It also means that when Vint Cerf's research about extending the
internet into outer space comes through (or when we finally start
exchanging email, http or whatever traffic with aliens), there's
sooner or later going to be an intergalactic assembly of some sort
where delegations from Betelgeuse and Magrathea will complain about
how those @^$^$#^$^ earthlings hogged all the v6 space thinking
there's more than enough v6 IP space to allot a /48 to every single
molecule on earth, so now they're not getting enough IP space to
network a group of computers that'll plot the answer to life, the
universe and everything.

Well, I know that sounds silly, but people were handing out class A, B
and C space for years thinking nobody at all would run out of v4
space, there's lots of it so why not just parcel it out with open
hands.

Back to operations - there was this interesting proposal - well, two
proposals as it turned out - at apnic 20 -
http://www.apnic.net/meetings/20/report.html

    * prop-031-v001: Proposal to amend APNIC IPv6 assignment and
utilisation requirement policy
          o During the discussions, the proposer agreed to a request to separate
into two proposals:
                + Proposal part 1: Evaluation for subsequent allocations to be
based on an HD-Ratio value of 0.94
                      # The proposal reached consensus at the Policy SIG meeting
and AMM and has now been referred to the sig-policy mailing list for the
next stage in the policy development process.
                + Proposal part 2: Add a /56 end-site allocation point (in addition
to /64 and /48) and default end-site allocation for SOHO end site to be a /56
                      # This proposal did not reach consensus at the Policy SIG
meeting.

--srs

  o a routing system which has the ability to scale really
    well in the presence of fewer and fewer nodes (think
    sites) where out-degree == 1

sure... maybe. is there the presumption of e2e here?
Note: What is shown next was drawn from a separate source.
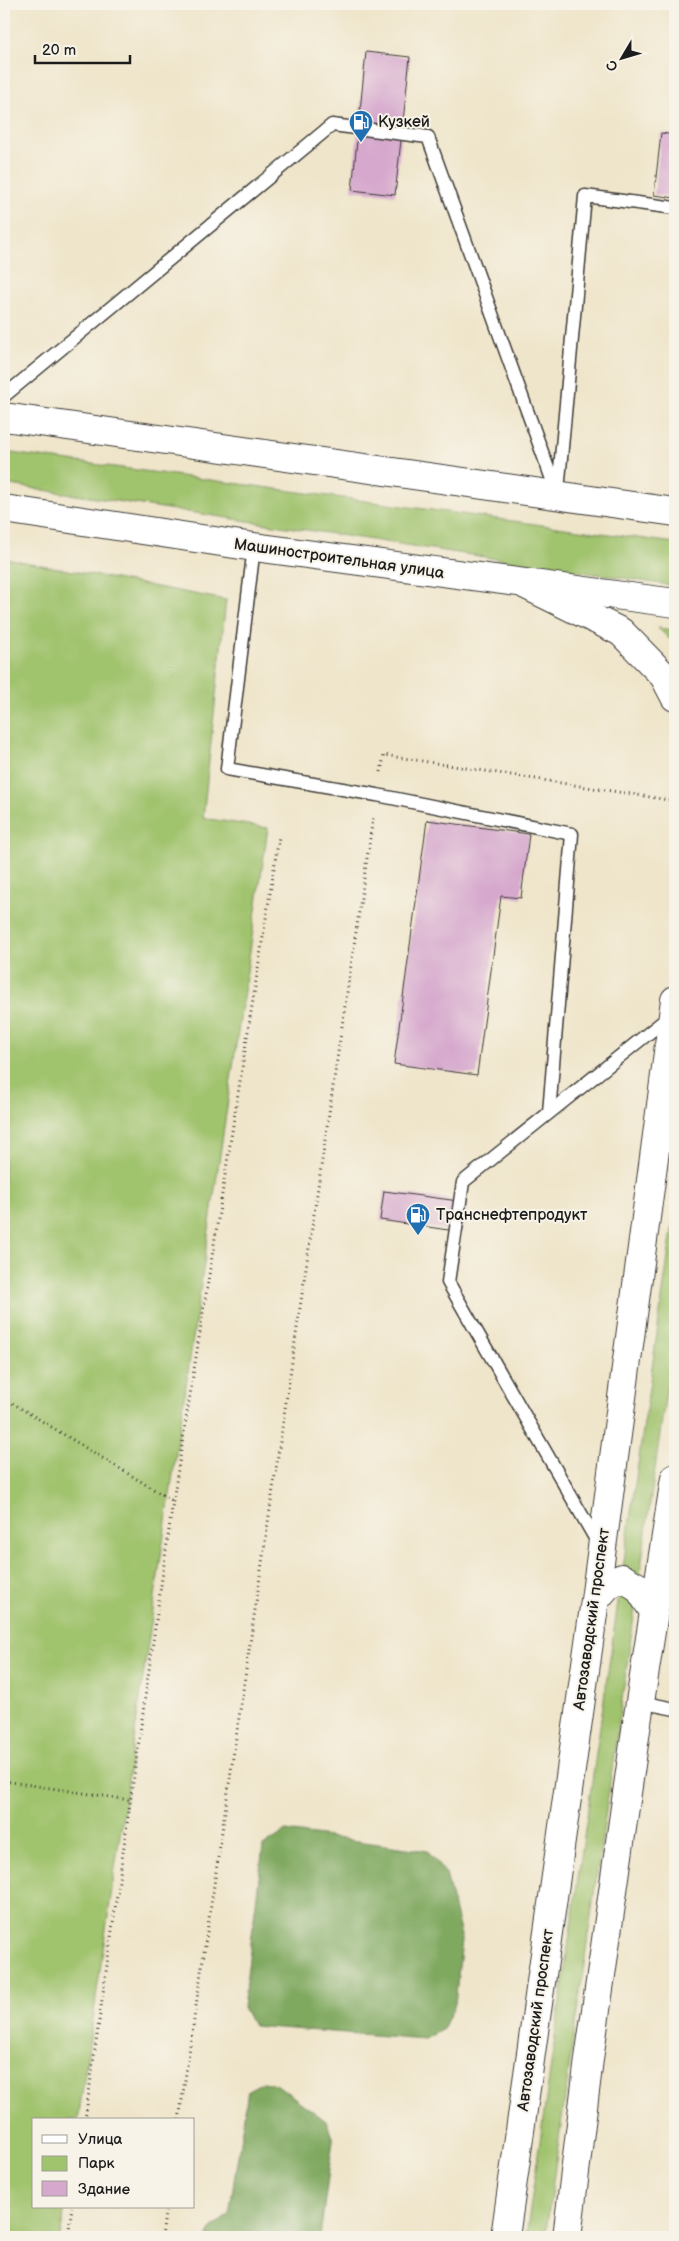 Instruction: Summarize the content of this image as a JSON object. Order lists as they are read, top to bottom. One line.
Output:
{"streets":{"street":["Машиностроительная улица","Автозаводский проспект"]},"places":{"fuel station":["Кузкей","Транснефтепродукт"]},"legend":["Улица","Парк","Здание"],"scale_bar":"20 m","north":"bottom left"}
i think so, for various valies of e2e

  o mobility

process mobility? latency tolerent? any distinction
btwn individual nodes or whole networks? need clarity here.

i think the user is gonna expect application binding mobility

  o really scalable v4 backward compatibility so that we
    don't have the end-user-affecting mess which looms in a
    few years

well... not so sure about this one. why do we care?

becuse isps have these folk called users who pay us money to
see that they get the full internet (and let's not go down
the silly rat hole of cogent vs level(3), thank you).

randy

> Hopefully, that will reach a point where the operators show up and
> participate at IETF, rather than the IETF coming to NANOG.
>

agreed.

Full ack. Ops should really realize that they can have a lot of
influence in the processes and what is actually being standardized.
Which really helps the ops a lot as they then have an extra foot in
the door at the Vendors, as the IETF is also known as the IVTF as some
people like to call it :slight_smile:

> I'd change the allocation approach: rather than give
> every customer a /64, which represents an IPv4
> universe full of IPv4 universes, I'd think that any
> customer can make do with a single IPv4-size universe,
> and make the default end-customer allocation a /96.

I personally am in favor of reducing minimum allocations like this -
and as was discussed quite extensively in the "botnet of toasters and
microwave ovens when you ipv6 enable the lot" thread a few weeks back,
it usually ends up that there's just one host in a /48 or /64 so that
the sparsely populated v6 address space means bots cant go scanning IP
space for vulnerable hosts like they do in v4

There is a current document out for trying to get this stepped back to
a /56 for _enduser_ sites. Corporate / Organisational / Business sites
should then still get a /48.

HD ratio docs:
http://www.ripe.net/ripe/policies/proposals/2005-1.html
http://www.ripe.net/ripe/policies/proposals/2005-08.html

Endsite definition:
http://www.ripe.net/ripe/policies/proposals/2005-4.html

As a note, out of my IPv6 /48, at home, I only use one /64 as I bridged
the wireless and wired networks. This was easier than having Samba do
remote announces to the other /64 and also allows me to re-attach my
laptop and plug it into the wired without it changing the IP, very cheap
'mobility' :slight_smile: A /56 for 'home usage', thus having 2^8 = 256 /64's or
subnets would IMHO (force me to drink beer when this ever turns out to
be wrong :slight_smile: be enough for most home usages. I really don't see people
installing 200+ routed networks in a home. Most people don't even have
more than 4 rooms and one /64 already contains 2^64 addresses, unless we
go for the IP-per-carpet-fiber approach, just give the carpet in your
house a single /64 and you still have 255 subnets to go...

It also means that when Vint Cerf's research about extending the
internet into outer space comes through (or when we finally start
exchanging email, http or whatever traffic with aliens), there's
sooner or later going to be an intergalactic assembly of some sort
where delegations from Betelgeuse and Magrathea will complain about
how those @^$^$#^$^ earthlings hogged all the v6 space thinking
there's more than enough v6 IP space to allot a /48 to every single
molecule on earth, so now they're not getting enough IP space to
network a group of computers that'll plot the answer to life, the
universe and everything.

They don't need to, this computer is already there, it is Earth.....
there just ain't no plotter installed and we will be destroyed for that
superhighway and then re-built as Earth 2, but we won't notice that :slight_smile:

Well, I know that sounds silly, but people were handing out class A, B
and C space for years thinking nobody at all would run out of v4
space, there's lots of it so why not just parcel it out with open
hands.

The Huitema-Durand / Host-Density (HD) ratio RFC3194 it explains quite a
number of these issues and covers most of them.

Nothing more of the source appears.